> _GOAL OF THE EXERCISE_:
All of the data below needs to be set down again, exactly as shown.

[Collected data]
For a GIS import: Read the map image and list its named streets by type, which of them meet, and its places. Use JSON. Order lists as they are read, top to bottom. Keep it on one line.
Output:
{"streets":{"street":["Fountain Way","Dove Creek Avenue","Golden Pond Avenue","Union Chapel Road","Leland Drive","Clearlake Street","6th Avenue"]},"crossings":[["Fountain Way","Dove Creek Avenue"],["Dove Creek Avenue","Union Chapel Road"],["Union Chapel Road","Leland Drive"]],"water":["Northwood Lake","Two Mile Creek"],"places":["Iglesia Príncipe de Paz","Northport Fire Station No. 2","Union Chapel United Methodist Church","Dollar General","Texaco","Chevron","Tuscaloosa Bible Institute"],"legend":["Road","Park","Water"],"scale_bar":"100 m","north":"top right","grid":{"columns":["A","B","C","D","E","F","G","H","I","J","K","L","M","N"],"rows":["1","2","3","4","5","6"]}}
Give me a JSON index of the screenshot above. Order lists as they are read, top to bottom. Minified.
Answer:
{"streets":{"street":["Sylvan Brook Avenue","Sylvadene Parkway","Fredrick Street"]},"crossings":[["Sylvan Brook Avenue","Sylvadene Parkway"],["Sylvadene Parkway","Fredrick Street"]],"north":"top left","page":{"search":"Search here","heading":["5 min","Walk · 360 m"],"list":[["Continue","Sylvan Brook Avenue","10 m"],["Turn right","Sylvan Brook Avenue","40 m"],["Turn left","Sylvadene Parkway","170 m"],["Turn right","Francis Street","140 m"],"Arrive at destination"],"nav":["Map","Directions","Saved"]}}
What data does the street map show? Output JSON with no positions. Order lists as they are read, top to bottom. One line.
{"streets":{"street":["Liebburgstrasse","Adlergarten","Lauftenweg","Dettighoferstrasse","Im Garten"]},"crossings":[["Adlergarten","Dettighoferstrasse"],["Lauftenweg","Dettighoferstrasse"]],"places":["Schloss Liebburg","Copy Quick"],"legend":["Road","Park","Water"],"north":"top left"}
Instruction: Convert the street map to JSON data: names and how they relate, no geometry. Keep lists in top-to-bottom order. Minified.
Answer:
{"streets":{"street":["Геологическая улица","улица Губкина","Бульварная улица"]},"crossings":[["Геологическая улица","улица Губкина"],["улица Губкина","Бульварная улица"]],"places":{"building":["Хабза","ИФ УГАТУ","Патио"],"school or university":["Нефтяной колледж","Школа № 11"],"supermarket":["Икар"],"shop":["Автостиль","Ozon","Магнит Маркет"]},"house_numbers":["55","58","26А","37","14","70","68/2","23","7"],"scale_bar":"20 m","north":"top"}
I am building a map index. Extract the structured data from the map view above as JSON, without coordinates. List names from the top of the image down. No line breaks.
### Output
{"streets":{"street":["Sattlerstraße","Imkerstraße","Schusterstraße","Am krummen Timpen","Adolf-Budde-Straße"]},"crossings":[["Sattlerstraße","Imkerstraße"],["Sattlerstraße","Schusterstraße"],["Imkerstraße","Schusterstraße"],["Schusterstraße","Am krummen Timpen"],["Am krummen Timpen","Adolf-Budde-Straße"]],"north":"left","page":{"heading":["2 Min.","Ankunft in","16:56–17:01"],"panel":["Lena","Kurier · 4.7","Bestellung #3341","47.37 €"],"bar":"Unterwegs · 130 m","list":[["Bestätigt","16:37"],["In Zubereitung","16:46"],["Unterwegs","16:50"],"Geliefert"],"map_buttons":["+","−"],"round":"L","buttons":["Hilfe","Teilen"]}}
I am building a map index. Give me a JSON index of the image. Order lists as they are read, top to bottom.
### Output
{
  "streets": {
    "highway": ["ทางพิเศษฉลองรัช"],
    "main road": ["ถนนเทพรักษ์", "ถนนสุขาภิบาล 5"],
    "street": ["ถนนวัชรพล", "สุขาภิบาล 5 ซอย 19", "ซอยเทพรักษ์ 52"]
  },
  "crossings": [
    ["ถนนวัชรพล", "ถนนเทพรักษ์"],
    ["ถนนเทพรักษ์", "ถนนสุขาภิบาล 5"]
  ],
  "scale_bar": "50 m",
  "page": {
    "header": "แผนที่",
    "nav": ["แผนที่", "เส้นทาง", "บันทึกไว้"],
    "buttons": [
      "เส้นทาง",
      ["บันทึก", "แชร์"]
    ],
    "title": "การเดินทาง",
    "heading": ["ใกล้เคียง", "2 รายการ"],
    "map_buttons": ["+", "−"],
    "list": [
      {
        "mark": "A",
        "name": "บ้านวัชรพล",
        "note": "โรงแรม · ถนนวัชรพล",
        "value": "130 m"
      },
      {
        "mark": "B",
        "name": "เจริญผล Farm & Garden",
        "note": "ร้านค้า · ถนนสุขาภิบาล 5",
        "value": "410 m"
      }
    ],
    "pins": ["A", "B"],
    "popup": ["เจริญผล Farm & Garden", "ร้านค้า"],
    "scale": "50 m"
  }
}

> _ANSWER BOX_:
For a GIS import: Read the map image and list its named streets by type, which of them meet, and its places. Use JSON. Order lists as they are read, top to bottom. Keep it on one line.
Output:
{"streets":{"street":["Fountain Way","Dove Creek Avenue","Golden Pond Avenue","Union Chapel Road","Leland Drive","Clearlake Street","6th Avenue"]},"crossings":[["Fountain Way","Dove Creek Avenue"],["Dove Creek Avenue","Union Chapel Road"],["Union Chapel Road","Leland Drive"]],"water":["Northwood Lake","Two Mile Creek"],"places":["Iglesia Príncipe de Paz","Northport Fire Station No. 2","Union Chapel United Methodist Church","Dollar General","Texaco","Chevron","Tuscaloosa Bible Institute"],"legend":["Road","Park","Water"],"scale_bar":"100 m","north":"top right","grid":{"columns":["A","B","C","D","E","F","G","H","I","J","K","L","M","N"],"rows":["1","2","3","4","5","6"]}}
Give me a JSON index of the screenshot above. Order lists as they are read, top to bottom. Minified.
Answer:
{"streets":{"street":["Sylvan Brook Avenue","Sylvadene Parkway","Fredrick Street"]},"crossings":[["Sylvan Brook Avenue","Sylvadene Parkway"],["Sylvadene Parkway","Fredrick Street"]],"north":"top left","page":{"search":"Search here","heading":["5 min","Walk · 360 m"],"list":[["Continue","Sylvan Brook Avenue","10 m"],["Turn right","Sylvan Brook Avenue","40 m"],["Turn left","Sylvadene Parkway","170 m"],["Turn right","Francis Street","140 m"],"Arrive at destination"],"nav":["Map","Directions","Saved"]}}
What data does the street map show? Output JSON with no positions. Order lists as they are read, top to bottom. One line.
{"streets":{"street":["Liebburgstrasse","Adlergarten","Lauftenweg","Dettighoferstrasse","Im Garten"]},"crossings":[["Adlergarten","Dettighoferstrasse"],["Lauftenweg","Dettighoferstrasse"]],"places":["Schloss Liebburg","Copy Quick"],"legend":["Road","Park","Water"],"north":"top left"}
Instruction: Convert the street map to JSON data: names and how they relate, no geometry. Keep lists in top-to-bottom order. Minified.
Answer:
{"streets":{"street":["Геологическая улица","улица Губкина","Бульварная улица"]},"crossings":[["Геологическая улица","улица Губкина"],["улица Губкина","Бульварная улица"]],"places":{"building":["Хабза","ИФ УГАТУ","Патио"],"school or university":["Нефтяной колледж","Школа № 11"],"supermarket":["Икар"],"shop":["Автостиль","Ozon","Магнит Маркет"]},"house_numbers":["55","58","26А","37","14","70","68/2","23","7"],"scale_bar":"20 m","north":"top"}
I am building a map index. Extract the structured data from the map view above as JSON, without coordinates. List names from the top of the image down. No line breaks.
### Output
{"streets":{"street":["Sattlerstraße","Imkerstraße","Schusterstraße","Am krummen Timpen","Adolf-Budde-Straße"]},"crossings":[["Sattlerstraße","Imkerstraße"],["Sattlerstraße","Schusterstraße"],["Imkerstraße","Schusterstraße"],["Schusterstraße","Am krummen Timpen"],["Am krummen Timpen","Adolf-Budde-Straße"]],"north":"left","page":{"heading":["2 Min.","Ankunft in","16:56–17:01"],"panel":["Lena","Kurier · 4.7","Bestellung #3341","47.37 €"],"bar":"Unterwegs · 130 m","list":[["Bestätigt","16:37"],["In Zubereitung","16:46"],["Unterwegs","16:50"],"Geliefert"],"map_buttons":["+","−"],"round":"L","buttons":["Hilfe","Teilen"]}}
I am building a map index. Give me a JSON index of the image. Order lists as they are read, top to bottom.
### Output
{
  "streets": {
    "highway": ["ทางพิเศษฉลองรัช"],
    "main road": ["ถนนเทพรักษ์", "ถนนสุขาภิบาล 5"],
    "street": ["ถนนวัชรพล", "สุขาภิบาล 5 ซอย 19", "ซอยเทพรักษ์ 52"]
  },
  "crossings": [
    ["ถนนวัชรพล", "ถนนเทพรักษ์"],
    ["ถนนเทพรักษ์", "ถนนสุขาภิบาล 5"]
  ],
  "scale_bar": "50 m",
  "page": {
    "header": "แผนที่",
    "nav": ["แผนที่", "เส้นทาง", "บันทึกไว้"],
    "buttons": [
      "เส้นทาง",
      ["บันทึก", "แชร์"]
    ],
    "title": "การเดินทาง",
    "heading": ["ใกล้เคียง", "2 รายการ"],
    "map_buttons": ["+", "−"],
    "list": [
      {
        "mark": "A",
        "name": "บ้านวัชรพล",
        "note": "โรงแรม · ถนนวัชรพล",
        "value": "130 m"
      },
      {
        "mark": "B",
        "name": "เจริญผล Farm & Garden",
        "note": "ร้านค้า · ถนนสุขาภิบาล 5",
        "value": "410 m"
      }
    ],
    "pins": ["A", "B"],
    "popup": ["เจริญผล Farm & Garden", "ร้านค้า"],
    "scale": "50 m"
  }
}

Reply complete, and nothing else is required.